Bemühungen gibt es auch in Deutschland. Die Firma CargoCap befindet sich derzeit im Raum Bergisch Gladbach in der Vorphase mit Machbarkeitsstudie und Investorensuche. Bei diesem System haben die Fahrrohrleitungen einen Durchmesser von 2,8 Meter – sehr viel weniger als zum Beispiel ein Stadtbahntunnel. „Wir haben versucht, über die Landesregierung auch Zugang zu Stuttgarts Oberbürgermeister Fritz Kuhn zu bekommen“, sagt Chef Dietrich Stein. Allerdings bisher ohne Erfolg. Dabei sehe man die Landeshauptstadt als „einen der dringendsten Orte, um als Beispielregion voranzugehen“. Ein solches Projekt könne ein Aushängeschild der Stadt werden. Wenn denn auch das Kosten-Nutzen-Verhältnis stimmt. Lastwagen würden dann im Stadtgebiet fast der Vergangenheit angehören.

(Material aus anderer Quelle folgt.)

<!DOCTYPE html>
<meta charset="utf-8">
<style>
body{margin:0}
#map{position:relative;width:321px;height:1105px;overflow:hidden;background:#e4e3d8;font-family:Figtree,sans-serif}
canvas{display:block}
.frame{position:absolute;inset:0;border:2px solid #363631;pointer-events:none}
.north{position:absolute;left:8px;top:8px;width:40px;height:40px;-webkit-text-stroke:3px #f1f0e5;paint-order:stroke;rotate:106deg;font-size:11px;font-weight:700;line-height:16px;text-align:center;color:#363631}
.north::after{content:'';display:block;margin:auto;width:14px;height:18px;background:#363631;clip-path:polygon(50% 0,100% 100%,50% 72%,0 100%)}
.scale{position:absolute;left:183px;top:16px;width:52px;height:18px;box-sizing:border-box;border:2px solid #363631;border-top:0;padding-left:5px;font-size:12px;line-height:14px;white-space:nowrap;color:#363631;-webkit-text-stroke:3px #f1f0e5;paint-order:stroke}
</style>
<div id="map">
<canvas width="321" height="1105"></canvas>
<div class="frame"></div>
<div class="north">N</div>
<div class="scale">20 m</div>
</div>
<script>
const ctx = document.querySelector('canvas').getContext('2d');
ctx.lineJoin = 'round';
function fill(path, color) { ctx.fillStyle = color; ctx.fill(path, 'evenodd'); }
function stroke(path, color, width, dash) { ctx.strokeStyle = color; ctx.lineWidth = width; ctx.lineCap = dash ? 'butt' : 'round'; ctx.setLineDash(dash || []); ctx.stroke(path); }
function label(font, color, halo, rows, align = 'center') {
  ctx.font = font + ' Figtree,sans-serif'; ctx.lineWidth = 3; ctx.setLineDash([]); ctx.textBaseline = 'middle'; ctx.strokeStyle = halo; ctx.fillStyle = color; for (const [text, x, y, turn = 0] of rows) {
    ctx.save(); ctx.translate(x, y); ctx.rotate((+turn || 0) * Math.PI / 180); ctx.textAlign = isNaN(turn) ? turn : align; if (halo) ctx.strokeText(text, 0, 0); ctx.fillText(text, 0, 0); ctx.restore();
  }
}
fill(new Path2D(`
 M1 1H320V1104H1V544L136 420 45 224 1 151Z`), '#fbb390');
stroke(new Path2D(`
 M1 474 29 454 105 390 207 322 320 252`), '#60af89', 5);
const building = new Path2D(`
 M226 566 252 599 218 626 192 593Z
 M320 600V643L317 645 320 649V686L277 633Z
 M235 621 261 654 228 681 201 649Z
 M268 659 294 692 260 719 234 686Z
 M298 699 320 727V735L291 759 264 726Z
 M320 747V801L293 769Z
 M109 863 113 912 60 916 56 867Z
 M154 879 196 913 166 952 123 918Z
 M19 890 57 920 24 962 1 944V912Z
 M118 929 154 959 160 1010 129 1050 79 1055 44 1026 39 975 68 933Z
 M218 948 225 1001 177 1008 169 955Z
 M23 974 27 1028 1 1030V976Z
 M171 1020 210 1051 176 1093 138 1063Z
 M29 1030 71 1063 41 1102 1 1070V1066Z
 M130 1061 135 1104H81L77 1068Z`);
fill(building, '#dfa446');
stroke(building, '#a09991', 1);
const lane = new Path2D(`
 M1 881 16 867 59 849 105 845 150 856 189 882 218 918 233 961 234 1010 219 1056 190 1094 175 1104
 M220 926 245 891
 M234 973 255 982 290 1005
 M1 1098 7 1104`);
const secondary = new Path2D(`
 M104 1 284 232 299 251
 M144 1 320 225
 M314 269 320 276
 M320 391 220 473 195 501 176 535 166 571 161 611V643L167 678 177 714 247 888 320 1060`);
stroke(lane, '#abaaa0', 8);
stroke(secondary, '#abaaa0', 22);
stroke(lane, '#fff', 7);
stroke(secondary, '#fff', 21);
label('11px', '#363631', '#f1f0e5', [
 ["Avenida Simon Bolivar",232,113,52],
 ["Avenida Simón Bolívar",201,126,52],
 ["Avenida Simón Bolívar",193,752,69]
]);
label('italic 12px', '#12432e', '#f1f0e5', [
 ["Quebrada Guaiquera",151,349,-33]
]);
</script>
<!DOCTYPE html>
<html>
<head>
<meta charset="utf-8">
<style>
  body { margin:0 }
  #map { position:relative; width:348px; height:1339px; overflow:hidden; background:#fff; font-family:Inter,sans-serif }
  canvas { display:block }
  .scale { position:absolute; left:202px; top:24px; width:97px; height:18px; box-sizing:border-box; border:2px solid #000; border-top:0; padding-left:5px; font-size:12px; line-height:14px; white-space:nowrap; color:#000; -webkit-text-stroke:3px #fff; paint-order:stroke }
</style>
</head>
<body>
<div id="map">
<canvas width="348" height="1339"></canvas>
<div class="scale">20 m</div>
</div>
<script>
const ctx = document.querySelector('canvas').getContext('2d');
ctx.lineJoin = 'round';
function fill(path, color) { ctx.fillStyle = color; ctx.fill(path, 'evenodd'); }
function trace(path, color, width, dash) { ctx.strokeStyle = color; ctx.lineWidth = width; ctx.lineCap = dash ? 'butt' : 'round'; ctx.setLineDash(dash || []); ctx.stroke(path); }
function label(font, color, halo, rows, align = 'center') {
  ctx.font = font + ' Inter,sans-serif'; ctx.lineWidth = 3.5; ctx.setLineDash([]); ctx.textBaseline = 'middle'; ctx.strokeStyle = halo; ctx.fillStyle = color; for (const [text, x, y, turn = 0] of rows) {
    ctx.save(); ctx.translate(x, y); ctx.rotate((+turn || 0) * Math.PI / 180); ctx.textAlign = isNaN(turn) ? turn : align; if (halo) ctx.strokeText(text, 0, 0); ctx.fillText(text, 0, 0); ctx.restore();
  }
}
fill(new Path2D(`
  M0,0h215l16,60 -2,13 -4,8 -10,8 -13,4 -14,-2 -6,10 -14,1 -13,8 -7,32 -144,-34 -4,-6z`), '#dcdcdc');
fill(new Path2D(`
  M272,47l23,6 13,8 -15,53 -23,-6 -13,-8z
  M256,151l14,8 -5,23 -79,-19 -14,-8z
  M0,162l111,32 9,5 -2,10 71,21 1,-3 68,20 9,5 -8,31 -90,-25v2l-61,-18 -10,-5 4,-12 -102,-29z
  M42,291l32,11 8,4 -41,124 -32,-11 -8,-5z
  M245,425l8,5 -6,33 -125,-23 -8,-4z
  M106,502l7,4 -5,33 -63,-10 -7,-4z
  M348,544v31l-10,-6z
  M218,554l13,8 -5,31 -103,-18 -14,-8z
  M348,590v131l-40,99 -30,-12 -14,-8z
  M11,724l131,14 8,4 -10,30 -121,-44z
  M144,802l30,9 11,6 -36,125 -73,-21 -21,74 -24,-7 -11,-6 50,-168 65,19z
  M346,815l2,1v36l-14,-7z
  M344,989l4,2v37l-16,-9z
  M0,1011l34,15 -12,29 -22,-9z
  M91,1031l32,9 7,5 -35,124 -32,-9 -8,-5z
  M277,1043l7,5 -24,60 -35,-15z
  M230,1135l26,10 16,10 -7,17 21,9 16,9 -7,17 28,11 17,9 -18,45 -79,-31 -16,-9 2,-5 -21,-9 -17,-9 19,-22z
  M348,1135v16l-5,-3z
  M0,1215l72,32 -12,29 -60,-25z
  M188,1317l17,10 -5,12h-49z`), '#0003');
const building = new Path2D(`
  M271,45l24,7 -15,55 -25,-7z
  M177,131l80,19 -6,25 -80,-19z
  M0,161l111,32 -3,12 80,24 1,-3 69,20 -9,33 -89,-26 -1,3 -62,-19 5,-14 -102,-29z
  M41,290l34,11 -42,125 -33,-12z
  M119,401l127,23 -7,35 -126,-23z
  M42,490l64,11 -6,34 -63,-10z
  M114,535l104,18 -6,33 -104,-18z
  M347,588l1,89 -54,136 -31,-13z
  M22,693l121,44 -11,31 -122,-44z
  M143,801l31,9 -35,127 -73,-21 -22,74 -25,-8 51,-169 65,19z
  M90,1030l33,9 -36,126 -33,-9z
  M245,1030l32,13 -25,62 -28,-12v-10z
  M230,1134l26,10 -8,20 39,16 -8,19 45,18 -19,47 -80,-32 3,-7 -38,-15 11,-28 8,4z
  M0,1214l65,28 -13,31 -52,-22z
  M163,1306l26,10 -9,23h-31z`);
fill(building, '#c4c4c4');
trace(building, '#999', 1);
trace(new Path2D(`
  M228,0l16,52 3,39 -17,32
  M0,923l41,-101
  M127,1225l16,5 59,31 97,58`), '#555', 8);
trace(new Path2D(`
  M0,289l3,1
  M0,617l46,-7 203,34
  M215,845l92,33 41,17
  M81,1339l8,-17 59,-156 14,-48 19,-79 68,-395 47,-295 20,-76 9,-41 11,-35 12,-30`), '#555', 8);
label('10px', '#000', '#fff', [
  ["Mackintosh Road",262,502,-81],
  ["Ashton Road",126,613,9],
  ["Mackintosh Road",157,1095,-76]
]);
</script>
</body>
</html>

All diese Punkte sieht die IHK bisher noch nicht konsequent berücksichtigt. „Die Stadt müsste selbst finanziell in Vorleistung gehen, damit auch Unternehmen und Bürger mitziehen. Man muss sagen, was man in zehn oder 15 Jahren haben will“, so Richter. Neuerungen hätten immer dann eine Chance, wenn die Leute Gelegenheit bekämen, mitzumachen und sich darauf einzustellen. Anders etwa als bei Fahrverboten.